- WHAT YOU WILL DO
Show every line from the data below that includes "stream".

[Collected data entries]
━━━━━━━━━━━━━━━━━━━━
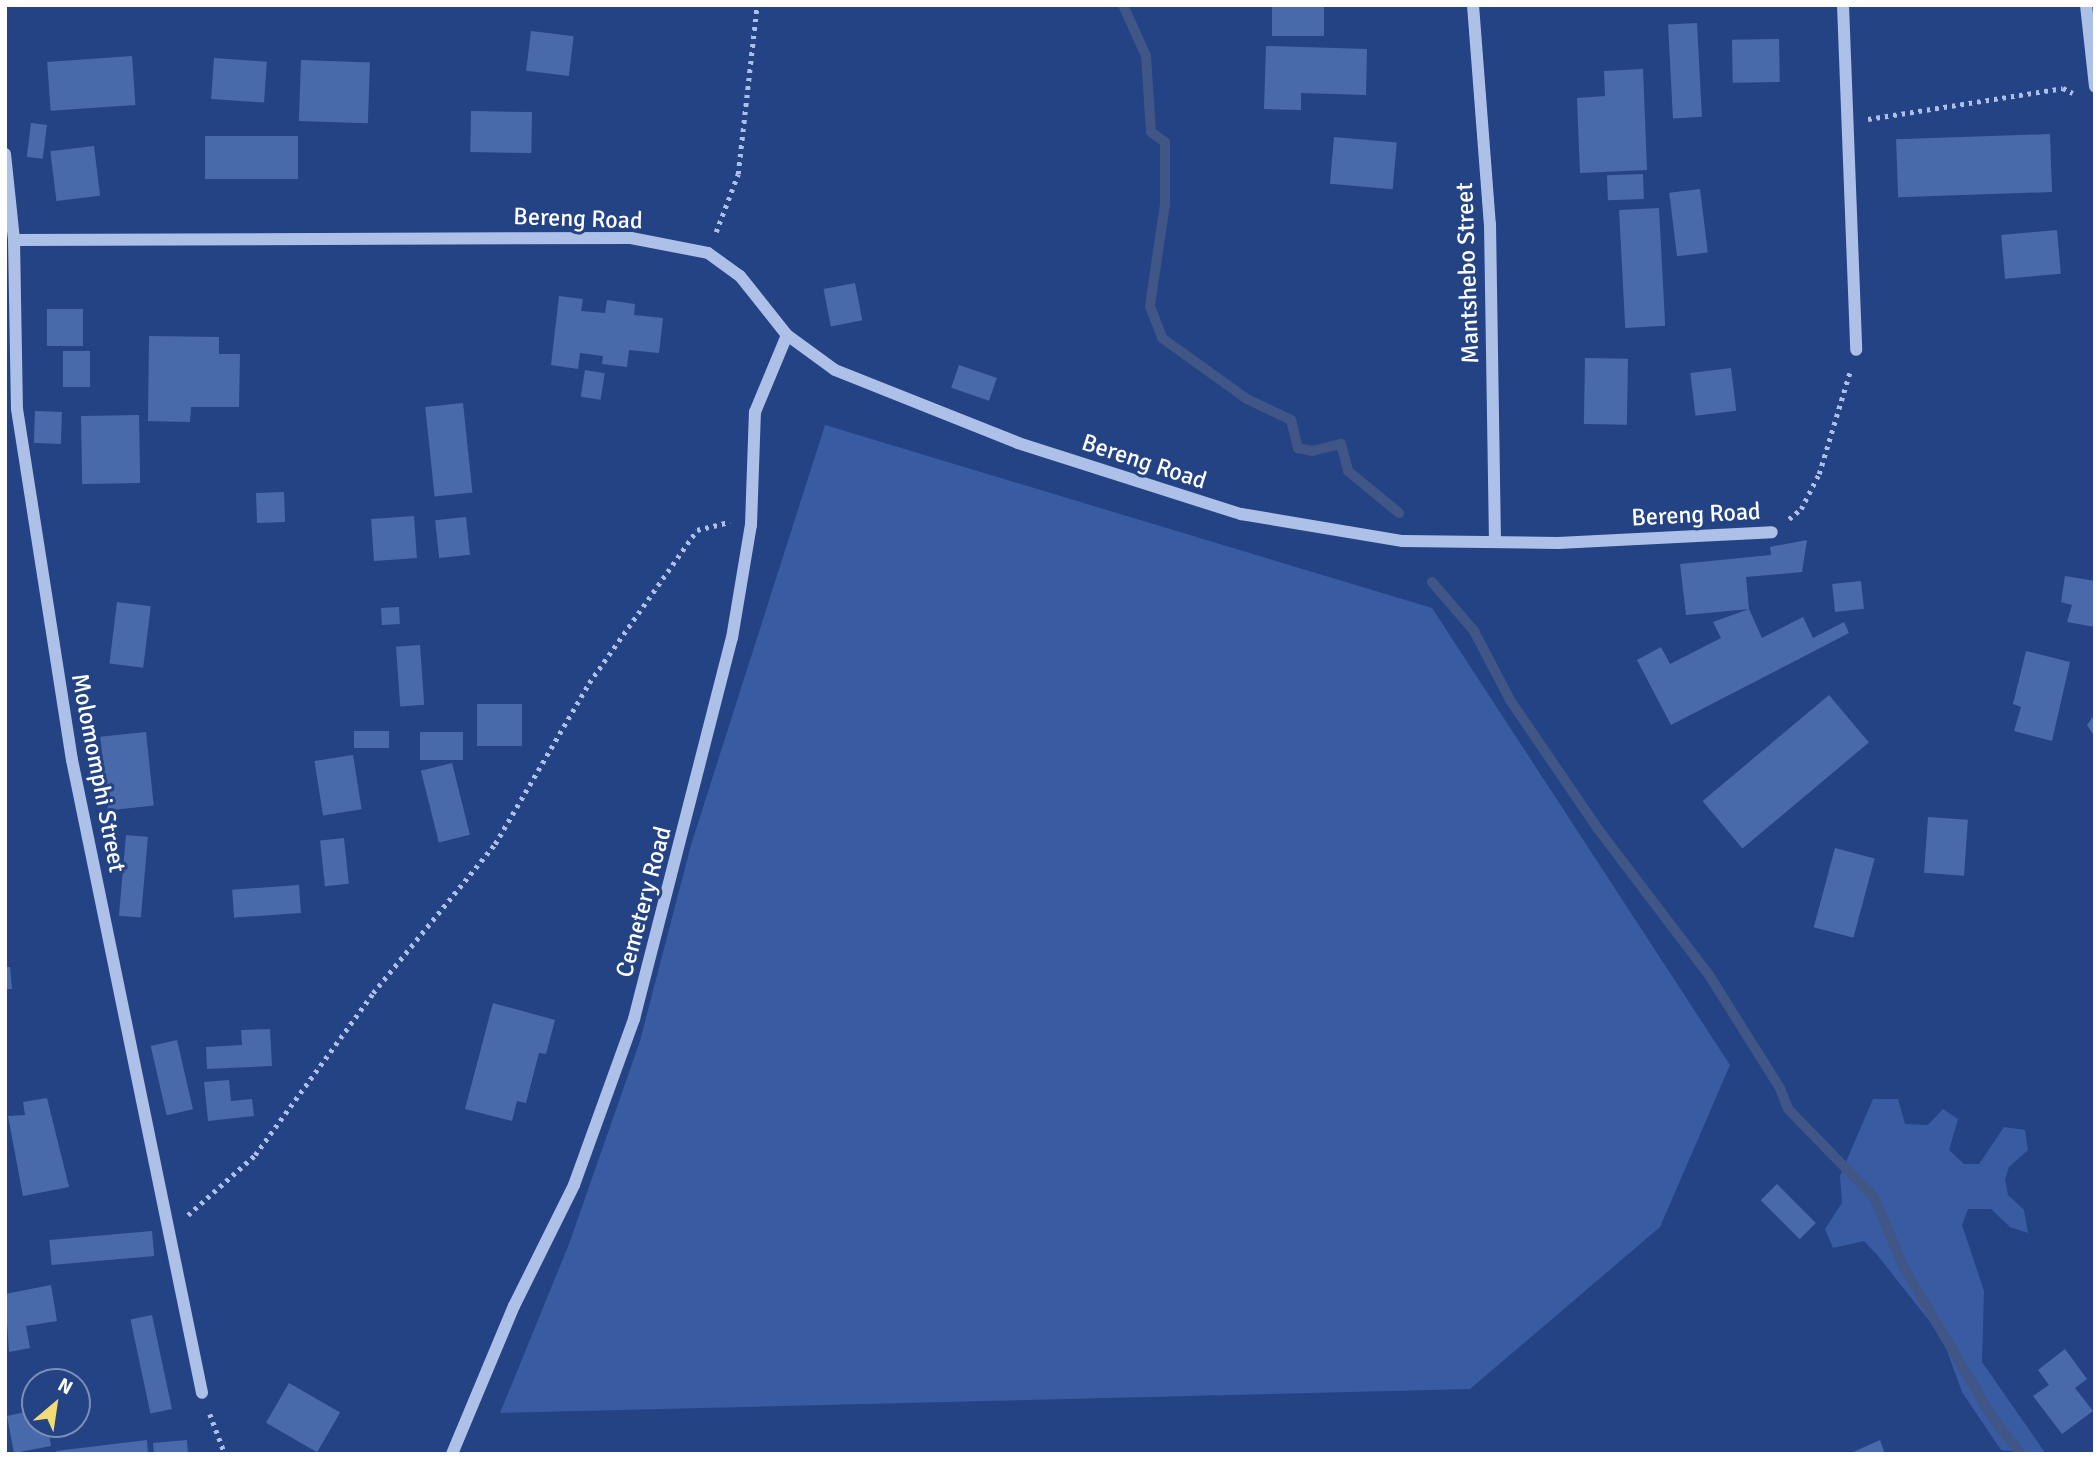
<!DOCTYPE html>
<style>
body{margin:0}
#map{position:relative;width:2100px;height:1459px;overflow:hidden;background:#244385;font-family:Signika,sans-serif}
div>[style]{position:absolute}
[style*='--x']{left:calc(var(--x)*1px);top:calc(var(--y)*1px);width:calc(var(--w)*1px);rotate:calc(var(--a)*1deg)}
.green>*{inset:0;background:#385ba2}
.stream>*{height:10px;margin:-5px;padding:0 5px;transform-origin:5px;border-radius:5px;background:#3f5686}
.building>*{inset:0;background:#486aab;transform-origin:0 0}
.path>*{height:4.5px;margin-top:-2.25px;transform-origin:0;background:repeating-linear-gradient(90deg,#adc1e8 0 3.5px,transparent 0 8.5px)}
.minor>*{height:12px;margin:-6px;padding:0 6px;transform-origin:6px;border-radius:6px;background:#adc1e8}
span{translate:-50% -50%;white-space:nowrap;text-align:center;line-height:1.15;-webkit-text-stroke:6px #244385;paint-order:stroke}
.street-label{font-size:24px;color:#fff}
.frame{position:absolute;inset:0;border:7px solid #fff;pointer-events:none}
.north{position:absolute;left:21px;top:1368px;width:70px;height:70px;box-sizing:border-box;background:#244385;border:2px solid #7c8eb6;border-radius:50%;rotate:29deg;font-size:19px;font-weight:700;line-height:28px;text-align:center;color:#fff}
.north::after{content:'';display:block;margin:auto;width:24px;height:32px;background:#f3dc71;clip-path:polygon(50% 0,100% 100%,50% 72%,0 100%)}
</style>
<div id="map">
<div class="green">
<i style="clip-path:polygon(825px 425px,1432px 608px,1730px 1065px,1660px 1227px,1470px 1389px,500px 1413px,569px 1244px,640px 1041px,691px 845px)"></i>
<i style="clip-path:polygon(1873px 1099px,1898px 1099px,1905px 1124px,1928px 1125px,1943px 1109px,1958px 1119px,1949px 1150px,1964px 1164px,1979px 1164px,2004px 1127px,2025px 1130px,2028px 1150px,2009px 1167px,2005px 1180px,2008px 1195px,2024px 1210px,2028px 1233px,2010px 1227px,1991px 1209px,1968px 1209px,1962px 1225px,1984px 1291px,1982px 1362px,2046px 1454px,2001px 1450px,1962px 1392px,1942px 1337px,1878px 1256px,1864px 1241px,1833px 1248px,1825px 1229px,1842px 1203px,1840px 1176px)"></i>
</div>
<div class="stream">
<i style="--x:1123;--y:5;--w:56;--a:65.7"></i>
<i style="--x:1146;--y:56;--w:76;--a:86.2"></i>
<i style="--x:1151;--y:132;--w:17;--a:36"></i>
<i style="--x:1165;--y:142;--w:62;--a:90"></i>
<i style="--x:1165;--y:204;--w:103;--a:98.4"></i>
<i style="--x:1150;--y:306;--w:34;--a:69"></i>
<i style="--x:1162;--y:338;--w:105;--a:35.7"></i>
<i style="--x:1247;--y:399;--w:49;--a:25.5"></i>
<i style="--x:1291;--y:420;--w:29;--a:76"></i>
<i style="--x:1298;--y:448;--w:14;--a:12"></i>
<i style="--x:1312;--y:451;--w:30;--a:-14"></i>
<i style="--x:1341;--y:444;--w:28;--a:75"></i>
<i style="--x:1348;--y:471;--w:66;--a:39.5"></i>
<i style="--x:1432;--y:582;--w:65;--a:49.4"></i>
<i style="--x:1474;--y:631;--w:78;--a:62.4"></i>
<i style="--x:1510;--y:700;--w:156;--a:55.7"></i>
<i style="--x:1598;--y:829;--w:183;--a:52.8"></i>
<i style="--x:1709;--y:975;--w:133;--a:57.9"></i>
<i style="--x:1780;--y:1088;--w:22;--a:69"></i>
<i style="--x:1788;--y:1109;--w:123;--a:45.7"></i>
<i style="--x:1874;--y:1197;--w:77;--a:67.1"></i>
<i style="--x:1904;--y:1268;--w:173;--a:59.4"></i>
<i style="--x:1992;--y:1417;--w:47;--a:51.9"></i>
</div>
<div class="building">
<i style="left:1272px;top:5px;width:52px;height:31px"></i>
<i style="left:1697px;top:23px;width:94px;height:29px;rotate:87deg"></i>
<i style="left:531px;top:31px;width:43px;height:40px;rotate:7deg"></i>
<i style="left:1779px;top:39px;width:43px;height:47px;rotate:89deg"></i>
<i style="clip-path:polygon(1266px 46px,1367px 49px,1366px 95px,1301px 93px,1301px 110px,1264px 109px)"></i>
<i style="left:132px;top:56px;width:49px;height:85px;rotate:86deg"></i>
<i style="left:214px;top:58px;width:53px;height:41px;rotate:4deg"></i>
<i style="left:301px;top:60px;width:69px;height:61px;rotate:2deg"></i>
<i style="clip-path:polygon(1643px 69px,1647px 170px,1580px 173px,1577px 98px,1605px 96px,1604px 71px)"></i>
<i style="left:471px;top:111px;width:61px;height:41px;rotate:1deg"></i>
<i style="left:31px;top:123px;width:16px;height:34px;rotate:7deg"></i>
<i style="left:2050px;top:134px;width:58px;height:154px;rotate:88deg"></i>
<i style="left:205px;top:136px;width:93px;height:43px"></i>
<i style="left:1334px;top:137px;width:63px;height:47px;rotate:5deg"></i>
<i style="left:94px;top:146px;width:50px;height:44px;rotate:83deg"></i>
<i style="left:1643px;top:174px;width:25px;height:36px;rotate:88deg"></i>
<i style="left:1700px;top:189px;width:64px;height:31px;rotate:83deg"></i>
<i style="left:1659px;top:208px;width:118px;height:40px;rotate:87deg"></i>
<i style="left:2057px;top:230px;width:44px;height:56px;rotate:85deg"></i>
<i style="left:855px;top:283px;width:38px;height:32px;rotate:79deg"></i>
<i style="clip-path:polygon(559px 296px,583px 299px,581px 311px,605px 313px,607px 300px,635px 304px,634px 315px,663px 318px,659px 353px,629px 350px,627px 367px,602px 364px,603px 356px,580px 353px,578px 369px,551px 365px)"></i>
<i style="left:47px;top:309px;width:36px;height:37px"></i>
<i style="clip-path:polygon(149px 336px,219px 337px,219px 354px,240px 354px,239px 407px,191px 407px,190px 422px,148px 421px)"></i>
<i style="left:63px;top:351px;width:27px;height:36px"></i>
<i style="left:1585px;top:358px;width:43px;height:66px;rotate:1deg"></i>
<i style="left:959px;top:365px;width:40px;height:24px;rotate:19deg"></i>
<i style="left:1731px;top:368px;width:43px;height:41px;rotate:83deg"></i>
<i style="left:585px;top:370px;width:20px;height:27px;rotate:9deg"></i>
<i style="left:463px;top:403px;width:90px;height:38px;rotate:84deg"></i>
<i style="left:35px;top:411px;width:27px;height:32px;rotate:2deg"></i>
<i style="left:139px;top:415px;width:68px;height:58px;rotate:89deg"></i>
<i style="left:284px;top:492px;width:30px;height:28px;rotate:88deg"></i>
<i style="left:414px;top:516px;width:42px;height:43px;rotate:86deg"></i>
<i style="left:466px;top:517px;width:38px;height:31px;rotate:84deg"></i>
<i style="clip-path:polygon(1807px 540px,1802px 572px,1746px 577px,1749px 609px,1762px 638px,1803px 617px,1813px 638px,1844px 622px,1849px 633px,1671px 725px,1637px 660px,1661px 647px,1670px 664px,1721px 638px,1713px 622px,1749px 609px,1686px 615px,1680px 564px,1771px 555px,1770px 547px)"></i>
<i style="clip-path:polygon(2065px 576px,2095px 581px,2095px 627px,2067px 622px,2072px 605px,2061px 602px)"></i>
<i style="left:1861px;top:581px;width:28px;height:29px;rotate:84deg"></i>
<i style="left:117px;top:602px;width:34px;height:62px;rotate:7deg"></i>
<i style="left:399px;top:607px;width:17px;height:18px;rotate:87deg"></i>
<i style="left:420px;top:645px;width:60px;height:24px;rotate:86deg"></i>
<i style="clip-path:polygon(2026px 651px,2070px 662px,2052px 741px,2014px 731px,2021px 707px,2013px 704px)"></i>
<i style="left:1829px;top:695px;width:62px;height:165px;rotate:50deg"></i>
<i style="left:477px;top:704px;width:45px;height:42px"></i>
<i style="clip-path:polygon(2095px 714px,2095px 737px,2087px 725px)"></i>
<i style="left:389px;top:731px;width:17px;height:35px;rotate:90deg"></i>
<i style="left:146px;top:732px;width:74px;height:46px;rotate:84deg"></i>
<i style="left:463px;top:732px;width:28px;height:43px;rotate:90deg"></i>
<i style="left:353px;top:755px;width:55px;height:39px;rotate:81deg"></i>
<i style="left:452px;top:763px;width:74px;height:32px;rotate:76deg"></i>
<i style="left:1928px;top:817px;width:40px;height:56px;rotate:4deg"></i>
<i style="left:126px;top:835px;width:22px;height:81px;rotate:5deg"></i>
<i style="left:344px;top:838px;width:46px;height:24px;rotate:84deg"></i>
<i style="left:1835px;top:848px;width:41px;height:82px;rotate:15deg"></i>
<i style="left:299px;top:885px;width:28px;height:67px;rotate:86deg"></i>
<i style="clip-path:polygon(5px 967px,10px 967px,12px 989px,5px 989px)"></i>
<i style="clip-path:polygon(493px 1003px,555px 1020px,546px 1054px,539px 1053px,526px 1103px,517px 1101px,512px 1121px,465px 1109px)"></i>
<i style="clip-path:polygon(270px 1029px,272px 1066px,207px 1069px,206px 1047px,242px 1045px,241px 1030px)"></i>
<i style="left:177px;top:1040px;width:71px;height:27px;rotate:77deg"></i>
<i style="clip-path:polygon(229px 1080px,231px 1101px,252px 1099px,254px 1116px,208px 1121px,204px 1082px)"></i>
<i style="clip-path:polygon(47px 1098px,69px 1187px,23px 1196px,8px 1116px,25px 1115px,23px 1102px)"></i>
<i style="left:1777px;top:1184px;width:55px;height:23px;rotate:45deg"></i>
<i style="left:152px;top:1231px;width:25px;height:103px;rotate:85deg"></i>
<i style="clip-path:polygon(51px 1285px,57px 1321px,26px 1326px,30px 1348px,9px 1352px,5px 1294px)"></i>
<i style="left:152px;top:1315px;width:96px;height:22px;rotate:78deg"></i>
<i style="clip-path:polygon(2065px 1349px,2087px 1379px,2075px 1388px,2093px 1411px,2062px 1434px,2033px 1396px,2049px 1385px,2038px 1370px)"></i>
<i style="left:289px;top:1383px;width:59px;height:46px;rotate:30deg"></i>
<i style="clip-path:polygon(35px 1410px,35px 1424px,47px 1424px,51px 1446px,14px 1453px,7px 1416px)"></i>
<i style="clip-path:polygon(147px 1440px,148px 1454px,56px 1454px,56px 1451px)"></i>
<i style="clip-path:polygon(187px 1440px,188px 1454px,154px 1454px,153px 1443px)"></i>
<i style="clip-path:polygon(1880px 1440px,1885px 1454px,1849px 1454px)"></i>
</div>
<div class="path">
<i style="--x:1868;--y:119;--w:197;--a:-9"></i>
<i style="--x:2063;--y:88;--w:11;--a:27"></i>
<i style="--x:716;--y:232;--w:62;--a:-69.2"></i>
<i style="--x:738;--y:174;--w:170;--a:-83.6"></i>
<i style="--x:1789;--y:519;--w:16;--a:-40"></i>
<i style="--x:1801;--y:509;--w:39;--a:-63"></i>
<i style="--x:1819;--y:474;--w:108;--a:-73.2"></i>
<i style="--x:188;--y:1215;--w:90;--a:-41.8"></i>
<i style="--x:255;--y:1155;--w:200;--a:-53.9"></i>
<i style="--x:373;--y:993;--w:193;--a:-50.7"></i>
<i style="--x:495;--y:844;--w:186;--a:-59.7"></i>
<i style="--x:589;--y:683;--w:187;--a:-54.8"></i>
<i style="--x:697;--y:530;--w:34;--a:-14"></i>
<i style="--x:210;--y:1414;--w:43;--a:69.4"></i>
</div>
<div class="minor">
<i style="--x:1473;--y:5;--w:220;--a:85.6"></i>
<i style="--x:1490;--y:224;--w:315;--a:89.1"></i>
<i style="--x:1843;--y:5;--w:345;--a:87.8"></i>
<i style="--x:2086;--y:5;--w:82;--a:83.7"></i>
<i style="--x:5;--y:154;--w:86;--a:84"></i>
<i style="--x:14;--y:240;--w:169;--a:89"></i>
<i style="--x:17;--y:409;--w:355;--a:81.1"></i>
<i style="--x:72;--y:760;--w:646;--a:78.39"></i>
<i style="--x:14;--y:240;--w:617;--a:-0.19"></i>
<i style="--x:631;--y:238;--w:78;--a:11"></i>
<i style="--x:708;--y:253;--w:39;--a:36"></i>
<i style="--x:740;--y:276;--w:75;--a:51.5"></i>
<i style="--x:787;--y:335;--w:59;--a:36.1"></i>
<i style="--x:835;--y:370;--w:197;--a:21.7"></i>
<i style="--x:1018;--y:443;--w:234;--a:17.7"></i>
<i style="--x:1241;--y:514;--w:164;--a:9.5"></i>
<i style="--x:1403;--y:541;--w:155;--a:0.7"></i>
<i style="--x:1558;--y:543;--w:214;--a:-2.9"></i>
<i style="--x:452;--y:1454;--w:160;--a:-67.3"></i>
<i style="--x:514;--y:1306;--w:135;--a:-63.6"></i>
<i style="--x:574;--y:1185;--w:177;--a:-70.1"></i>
<i style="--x:634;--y:1019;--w:393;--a:-75.6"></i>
<i style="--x:732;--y:638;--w:115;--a:-80.5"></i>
<i style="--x:751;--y:525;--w:113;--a:-88"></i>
<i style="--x:755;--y:412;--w:83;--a:-67.4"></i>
</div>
<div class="street-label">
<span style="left:578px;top:219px;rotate:2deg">Bereng Road</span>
<span style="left:1468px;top:273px;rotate:-92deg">Mantshebo Street</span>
<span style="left:1144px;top:462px;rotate:18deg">Bereng Road</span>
<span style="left:1696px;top:515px;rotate:-3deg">Bereng Road</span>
<span style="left:98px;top:773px;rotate:79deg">Molomomphi Street</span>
<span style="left:644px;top:902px;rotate:-75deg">Cemetery Road</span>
</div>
<div class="frame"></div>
<div class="north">N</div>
</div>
━━━━━━━━━━━━━━━━━━━━
- ANSWER TO THE PROBLEM
.stream>*{height:10px;margin:-5px;padding:0 5px;transform-origin:5px;border-radius:5px;background:#3f5686}
<div class="stream">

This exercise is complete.